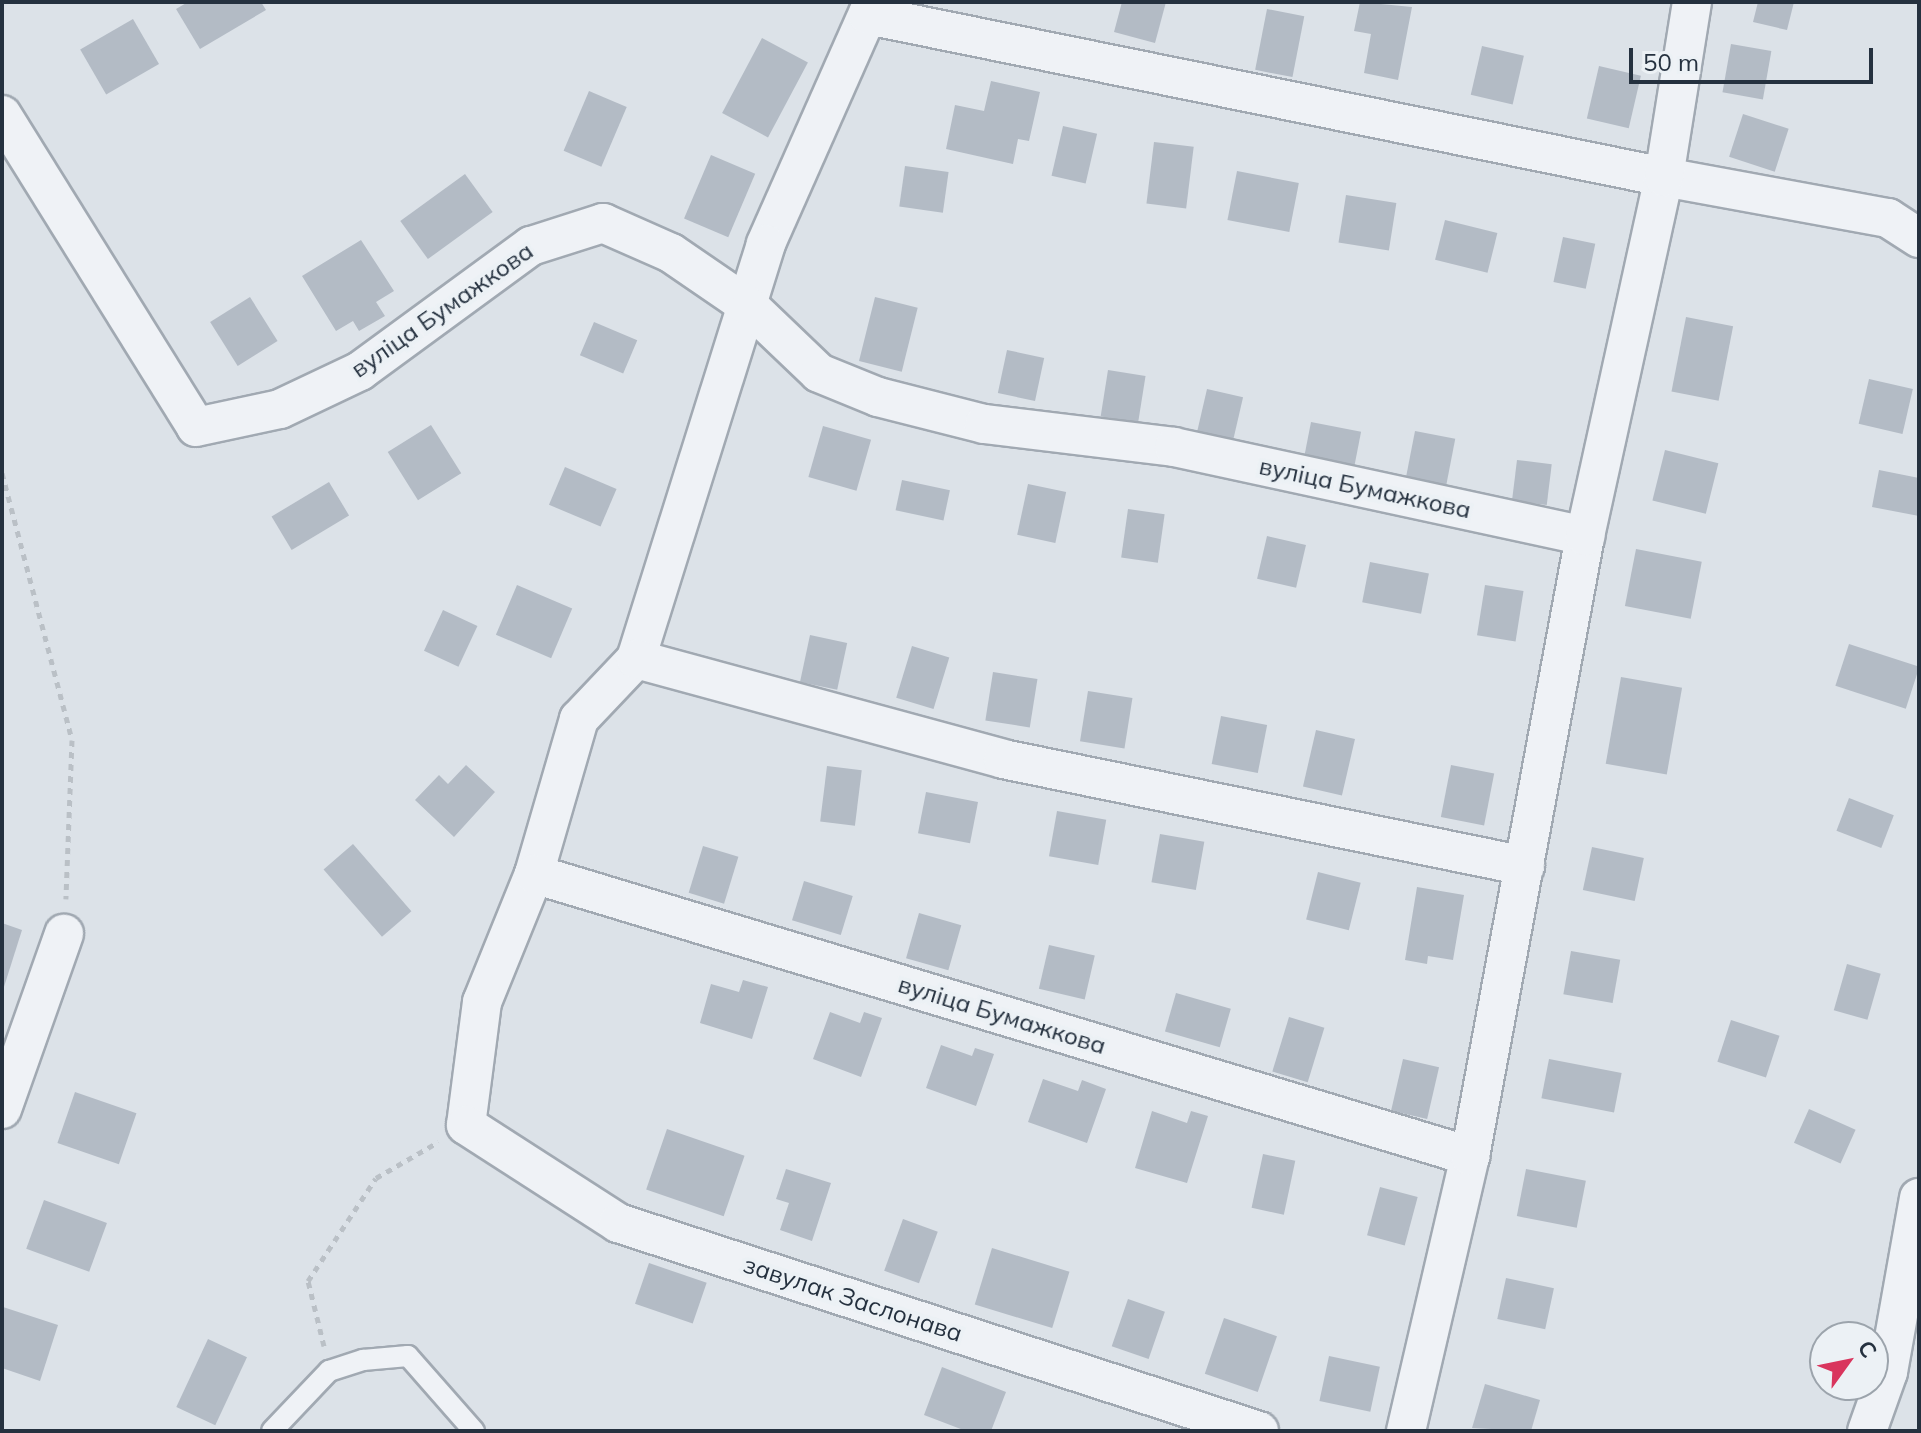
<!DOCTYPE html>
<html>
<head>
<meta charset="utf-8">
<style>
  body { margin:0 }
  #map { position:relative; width:1921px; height:1433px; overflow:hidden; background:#dce2e8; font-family:Mulish,sans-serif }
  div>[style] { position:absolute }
  .building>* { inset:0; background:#b3bbc5; transform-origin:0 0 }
  .path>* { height:5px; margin-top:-2.5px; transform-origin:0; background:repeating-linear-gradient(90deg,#bac0c6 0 6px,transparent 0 12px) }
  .roads { filter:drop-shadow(2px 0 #a1a9b2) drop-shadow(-2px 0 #a1a9b2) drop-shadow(0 2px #a1a9b2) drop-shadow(0 -2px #a1a9b2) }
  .service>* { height:20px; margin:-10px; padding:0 10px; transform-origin:10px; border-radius:10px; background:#eff2f6 }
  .minor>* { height:38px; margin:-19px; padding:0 19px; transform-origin:19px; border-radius:19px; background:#eff2f6 }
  span { translate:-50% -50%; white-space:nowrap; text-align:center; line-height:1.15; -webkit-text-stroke:8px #ecf1f5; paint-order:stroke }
  .street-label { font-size:24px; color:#25313f }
  .frame { position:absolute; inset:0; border:4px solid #25313f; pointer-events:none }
  .north { position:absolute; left:1809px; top:1321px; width:80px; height:80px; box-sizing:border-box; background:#ecf1f5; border:2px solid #9ca4ac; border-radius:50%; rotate:57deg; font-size:22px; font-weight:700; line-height:32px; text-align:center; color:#25313f }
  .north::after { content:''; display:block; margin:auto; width:28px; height:36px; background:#d9355d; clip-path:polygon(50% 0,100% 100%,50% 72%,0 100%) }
  .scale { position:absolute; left:1629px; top:48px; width:244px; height:36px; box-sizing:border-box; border:4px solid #25313f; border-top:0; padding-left:10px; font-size:24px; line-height:28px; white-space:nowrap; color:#25313f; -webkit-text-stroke:6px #ecf1f5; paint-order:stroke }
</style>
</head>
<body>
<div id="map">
  <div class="building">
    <div style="clip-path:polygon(188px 2px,261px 2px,266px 10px,200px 49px,176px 9px)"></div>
    <div style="clip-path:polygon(1122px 2px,1166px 2px,1155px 43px,1114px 32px)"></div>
    <div style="clip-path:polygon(1360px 2px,1412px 7px,1398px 80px,1364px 73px,1371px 34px,1354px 31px)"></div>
    <div style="clip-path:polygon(1758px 2px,1794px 2px,1787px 30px,1753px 22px)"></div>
    <div style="left:1267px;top:9px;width:38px;height:62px;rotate:11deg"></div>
    <div style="left:133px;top:19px;width:52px;height:61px;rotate:60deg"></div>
    <div style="left:762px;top:38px;width:52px;height:85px;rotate:28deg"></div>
    <div style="left:1731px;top:44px;width:41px;height:49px;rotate:10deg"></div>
    <div style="left:1482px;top:46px;width:43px;height:50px;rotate:13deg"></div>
    <div style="left:1599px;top:66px;width:43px;height:54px;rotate:13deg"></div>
    <div style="clip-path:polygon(991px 81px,1040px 92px,1029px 141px,1018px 139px,1013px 164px,946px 149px,955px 105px,984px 111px)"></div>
    <div style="left:589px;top:91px;width:41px;height:65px;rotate:23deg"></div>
    <div style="left:1743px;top:114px;width:48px;height:45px;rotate:18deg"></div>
    <div style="left:1063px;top:126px;width:35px;height:51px;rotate:13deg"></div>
    <div style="left:1154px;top:142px;width:40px;height:62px;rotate:7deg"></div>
    <div style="left:711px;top:155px;width:48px;height:69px;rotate:23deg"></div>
    <div style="left:905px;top:166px;width:44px;height:41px;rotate:8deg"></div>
    <div style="left:1237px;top:171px;width:63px;height:50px;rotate:11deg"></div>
    <div style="left:465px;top:174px;width:47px;height:80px;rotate:54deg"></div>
    <div style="left:1346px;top:195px;width:51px;height:48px;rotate:9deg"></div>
    <div style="left:1445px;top:220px;width:54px;height:41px;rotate:14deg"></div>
    <div style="left:1563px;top:237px;width:33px;height:46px;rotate:12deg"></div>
    <div style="clip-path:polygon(361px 240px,394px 291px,376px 302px,385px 316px,359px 331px,353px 321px,336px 331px,302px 276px)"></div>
    <div style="left:250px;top:297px;width:52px;height:47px;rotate:58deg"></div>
    <div style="left:875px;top:297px;width:44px;height:66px;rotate:14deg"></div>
    <div style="left:1686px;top:317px;width:48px;height:76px;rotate:11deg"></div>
    <div style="left:594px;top:322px;width:47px;height:36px;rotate:23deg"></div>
    <div style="left:1007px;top:350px;width:38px;height:44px;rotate:12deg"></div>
    <div style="left:1108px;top:370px;width:38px;height:47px;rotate:9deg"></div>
    <div style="left:1869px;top:379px;width:45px;height:46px;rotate:13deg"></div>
    <div style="left:1207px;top:389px;width:37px;height:49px;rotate:13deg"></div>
    <div style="left:1311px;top:422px;width:51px;height:39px;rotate:11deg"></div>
    <div style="left:431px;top:425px;width:57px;height:51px;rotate:58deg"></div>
    <div style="left:823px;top:426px;width:50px;height:53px;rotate:16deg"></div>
    <div style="left:1415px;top:431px;width:41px;height:51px;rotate:11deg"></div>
    <div style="left:1665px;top:450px;width:55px;height:52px;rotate:14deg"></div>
    <div style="left:1517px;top:460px;width:35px;height:41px;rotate:7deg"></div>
    <div style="left:565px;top:467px;width:56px;height:41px;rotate:23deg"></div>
    <div style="clip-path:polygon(1879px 470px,1919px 478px,1919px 516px,1872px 507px)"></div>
    <div style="left:902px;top:480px;width:49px;height:31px;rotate:12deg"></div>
    <div style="left:329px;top:482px;width:39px;height:67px;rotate:59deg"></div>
    <div style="left:1028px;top:484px;width:39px;height:52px;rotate:12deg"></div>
    <div style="left:1128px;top:509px;width:37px;height:49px;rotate:8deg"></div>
    <div style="left:1267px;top:536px;width:40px;height:44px;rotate:13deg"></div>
    <div style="left:1636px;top:549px;width:67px;height:58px;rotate:11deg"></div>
    <div style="left:1370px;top:562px;width:60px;height:41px;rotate:11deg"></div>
    <div style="left:517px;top:585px;width:60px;height:54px;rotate:23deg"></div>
    <div style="left:1485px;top:585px;width:39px;height:51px;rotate:9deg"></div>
    <div style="left:443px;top:610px;width:38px;height:45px;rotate:25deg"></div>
    <div style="left:810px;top:635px;width:38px;height:48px;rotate:12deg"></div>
    <div style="left:1849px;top:644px;width:74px;height:44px;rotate:18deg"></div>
    <div style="left:912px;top:646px;width:39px;height:54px;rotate:17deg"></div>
    <div style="left:993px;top:672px;width:45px;height:49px;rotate:9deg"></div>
    <div style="left:1621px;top:677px;width:62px;height:88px;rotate:10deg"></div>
    <div style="left:1088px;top:691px;width:45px;height:51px;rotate:9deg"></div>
    <div style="left:1221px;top:716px;width:47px;height:49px;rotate:11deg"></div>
    <div style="left:1316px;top:730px;width:40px;height:58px;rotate:13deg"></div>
    <div style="clip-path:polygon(466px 765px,495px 792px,454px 837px,415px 800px,439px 775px,448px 784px)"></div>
    <div style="left:1451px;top:765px;width:44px;height:53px;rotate:11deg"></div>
    <div style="left:827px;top:766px;width:35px;height:56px;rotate:7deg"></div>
    <div style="left:926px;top:792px;width:53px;height:42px;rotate:11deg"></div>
    <div style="left:1849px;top:798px;width:48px;height:35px;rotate:21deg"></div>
    <div style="left:1057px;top:811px;width:50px;height:46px;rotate:10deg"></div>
    <div style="left:1160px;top:834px;width:45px;height:49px;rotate:10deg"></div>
    <div style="left:353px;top:844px;width:89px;height:39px;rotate:49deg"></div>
    <div style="left:703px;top:846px;width:37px;height:49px;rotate:17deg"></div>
    <div style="left:1592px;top:847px;width:53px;height:44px;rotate:12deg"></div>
    <div style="left:1318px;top:872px;width:44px;height:49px;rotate:14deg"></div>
    <div style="left:804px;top:881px;width:51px;height:41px;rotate:17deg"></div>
    <div style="clip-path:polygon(1417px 887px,1464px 895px,1453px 960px,1428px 956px,1427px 964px,1405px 960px)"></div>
    <div style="left:919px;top:913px;width:44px;height:47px;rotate:16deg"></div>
    <div style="clip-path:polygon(2px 923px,22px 930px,3px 990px,2px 989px)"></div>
    <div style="left:1049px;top:945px;width:47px;height:45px;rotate:13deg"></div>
    <div style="left:1571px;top:951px;width:50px;height:44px;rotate:10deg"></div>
    <div style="left:1847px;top:964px;width:35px;height:48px;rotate:16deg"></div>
    <div style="clip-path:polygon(743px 980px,768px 987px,752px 1039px,700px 1023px,711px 984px,739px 992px)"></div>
    <div style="left:1176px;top:993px;width:57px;height:40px;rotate:16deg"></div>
    <div style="clip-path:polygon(830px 1012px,860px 1023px,864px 1012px,882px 1018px,861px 1077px,813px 1059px)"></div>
    <div style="left:1289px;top:1017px;width:37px;height:57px;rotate:17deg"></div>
    <div style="left:1731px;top:1020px;width:51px;height:44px;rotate:18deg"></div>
    <div style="clip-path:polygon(941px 1045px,972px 1056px,975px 1048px,994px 1054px,976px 1106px,926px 1088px)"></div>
    <div style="left:1403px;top:1059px;width:37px;height:53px;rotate:13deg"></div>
    <div style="left:1549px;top:1059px;width:74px;height:40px;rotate:11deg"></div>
    <div style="clip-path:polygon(1043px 1079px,1078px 1091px,1082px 1080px,1106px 1089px,1087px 1143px,1028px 1122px)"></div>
    <div style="left:75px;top:1092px;width:65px;height:54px;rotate:19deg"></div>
    <div style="left:1809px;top:1109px;width:51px;height:37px;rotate:24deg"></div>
    <div style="clip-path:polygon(1152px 1111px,1187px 1123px,1191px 1111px,1208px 1116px,1187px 1183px,1135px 1168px)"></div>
    <div style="left:667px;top:1129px;width:82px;height:64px;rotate:19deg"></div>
    <div style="left:1263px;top:1154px;width:33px;height:55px;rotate:12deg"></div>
    <div style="clip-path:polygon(786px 1169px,831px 1183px,812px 1241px,780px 1230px,789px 1203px,776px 1199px)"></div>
    <div style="left:1526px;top:1169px;width:61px;height:48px;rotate:11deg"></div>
    <div style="left:1380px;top:1187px;width:39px;height:50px;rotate:15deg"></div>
    <div style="left:44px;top:1200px;width:67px;height:52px;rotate:20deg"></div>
    <div style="left:903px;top:1219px;width:37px;height:55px;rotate:20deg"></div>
    <div style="left:992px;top:1248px;width:81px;height:59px;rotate:17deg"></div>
    <div style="left:649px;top:1263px;width:61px;height:43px;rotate:19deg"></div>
    <div style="left:1506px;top:1278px;width:49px;height:42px;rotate:12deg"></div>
    <div style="left:1128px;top:1299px;width:39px;height:50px;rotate:19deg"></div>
    <div style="clip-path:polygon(3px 1307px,58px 1325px,40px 1381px,2px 1368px)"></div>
    <div style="left:1224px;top:1318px;width:56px;height:59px;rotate:19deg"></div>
    <div style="left:208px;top:1339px;width:43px;height:75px;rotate:25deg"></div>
    <div style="left:1329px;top:1356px;width:52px;height:46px;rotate:12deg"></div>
    <div style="clip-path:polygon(942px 1367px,1006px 1392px,991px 1431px,966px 1431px,924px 1415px)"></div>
    <div style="clip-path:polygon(1485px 1384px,1540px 1400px,1531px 1431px,1472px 1428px)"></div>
  </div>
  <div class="path">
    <div style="left:2px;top:473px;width:276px;rotate:75.3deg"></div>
    <div style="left:72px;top:740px;width:159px;rotate:92.2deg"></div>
    <div style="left:324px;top:1346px;width:67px;rotate:-103.8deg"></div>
    <div style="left:308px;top:1281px;width:123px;rotate:-56.6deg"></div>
    <div style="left:376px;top:1178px;width:72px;rotate:-30.1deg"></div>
  </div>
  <div class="roads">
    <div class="service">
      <div style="left:272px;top:1431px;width:83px;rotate:-46.5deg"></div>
      <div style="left:329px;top:1371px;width:36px;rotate:-18deg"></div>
      <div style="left:363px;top:1360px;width:45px;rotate:-5.1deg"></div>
      <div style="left:408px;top:1356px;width:100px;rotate:48.7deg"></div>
    </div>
    <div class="minor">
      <div style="left:873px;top:2px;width:265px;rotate:113.9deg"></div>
      <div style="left:766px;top:244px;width:435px;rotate:107.4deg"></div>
      <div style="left:636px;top:659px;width:83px;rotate:133.5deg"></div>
      <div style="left:579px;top:719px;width:161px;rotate:106.2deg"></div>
      <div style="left:534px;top:874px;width:138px;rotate:112.1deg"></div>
      <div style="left:482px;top:1002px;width:124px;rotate:97.4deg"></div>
      <div style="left:466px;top:1125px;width:181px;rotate:32.8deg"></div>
      <div style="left:618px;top:1223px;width:674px;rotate:17.98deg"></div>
      <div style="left:868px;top:15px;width:812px;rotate:11.5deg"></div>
      <div style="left:1664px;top:177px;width:228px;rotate:10.4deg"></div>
      <div style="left:1888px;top:218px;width:37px;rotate:33deg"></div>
      <div style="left:2px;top:115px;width:367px;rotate:58.1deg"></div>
      <div style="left:196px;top:427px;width:86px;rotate:-12.1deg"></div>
      <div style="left:280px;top:409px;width:89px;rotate:-25.4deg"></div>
      <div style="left:360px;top:371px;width:212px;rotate:-36.2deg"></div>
      <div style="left:531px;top:246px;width:76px;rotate:-17.7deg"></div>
      <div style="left:603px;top:223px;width:74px;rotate:23.8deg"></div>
      <div style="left:671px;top:253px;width:96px;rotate:34.4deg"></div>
      <div style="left:750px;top:307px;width:95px;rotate:43.7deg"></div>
      <div style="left:819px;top:373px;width:64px;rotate:22.1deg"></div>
      <div style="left:878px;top:397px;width:109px;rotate:14.3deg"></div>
      <div style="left:984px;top:424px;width:191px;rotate:6.9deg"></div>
      <div style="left:1174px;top:447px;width:421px;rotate:12.2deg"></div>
      <div style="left:636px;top:659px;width:380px;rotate:15.2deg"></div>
      <div style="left:1003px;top:759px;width:533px;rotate:11.58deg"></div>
      <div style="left:534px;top:874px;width:978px;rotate:16.77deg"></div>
      <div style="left:2px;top:1109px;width:186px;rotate:-70.5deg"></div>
      <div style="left:1406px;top:1431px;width:282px;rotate:-76.9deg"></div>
      <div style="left:1470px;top:1156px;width:631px;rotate:-79.49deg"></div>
      <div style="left:1585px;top:536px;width:368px;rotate:-77.6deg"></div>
      <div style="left:1664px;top:177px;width:177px;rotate:-80.9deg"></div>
      <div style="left:1867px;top:1431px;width:63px;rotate:-70.4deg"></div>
      <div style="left:1888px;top:1372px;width:177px;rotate:-79.9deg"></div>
    </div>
  </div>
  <div class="street-label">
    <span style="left:442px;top:310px;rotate:-35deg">вуліца Бумажкова</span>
    <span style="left:1365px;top:488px;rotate:12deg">вуліца Бумажкова</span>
    <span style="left:1002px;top:1015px;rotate:17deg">вуліца Бумажкова</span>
    <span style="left:853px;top:1299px;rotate:18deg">завулак Заслонава</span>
  </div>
  <div class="frame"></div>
  <div class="north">С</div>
  <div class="scale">50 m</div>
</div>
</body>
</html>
################
- Exercise requirements
Scan the listing above for the line that has "height:38px; margin:-19px; padding:0", then copy exactly from that line through the line that has "position:absolute; left:1809px; top:1321px;".

- Your response
  .minor>* { height:38px; margin:-19px; padding:0 19px; transform-origin:19px; border-radius:19px; background:#eff2f6 }
  span { translate:-50% -50%; white-space:nowrap; text-align:center; line-height:1.15; -webkit-text-stroke:8px #ecf1f5; paint-order:stroke }
  .street-label { font-size:24px; color:#25313f }
  .frame { position:absolute; inset:0; border:4px solid #25313f; pointer-events:none }
  .north { position:absolute; left:1809px; top:1321px; width:80px; height:80px; box-sizing:border-box; background:#ecf1f5; border:2px solid #9ca4ac; border-radius:50%; rotate:57deg; font-size:22px; font-weight:700; line-height:32px; text-align:center; color:#25313f }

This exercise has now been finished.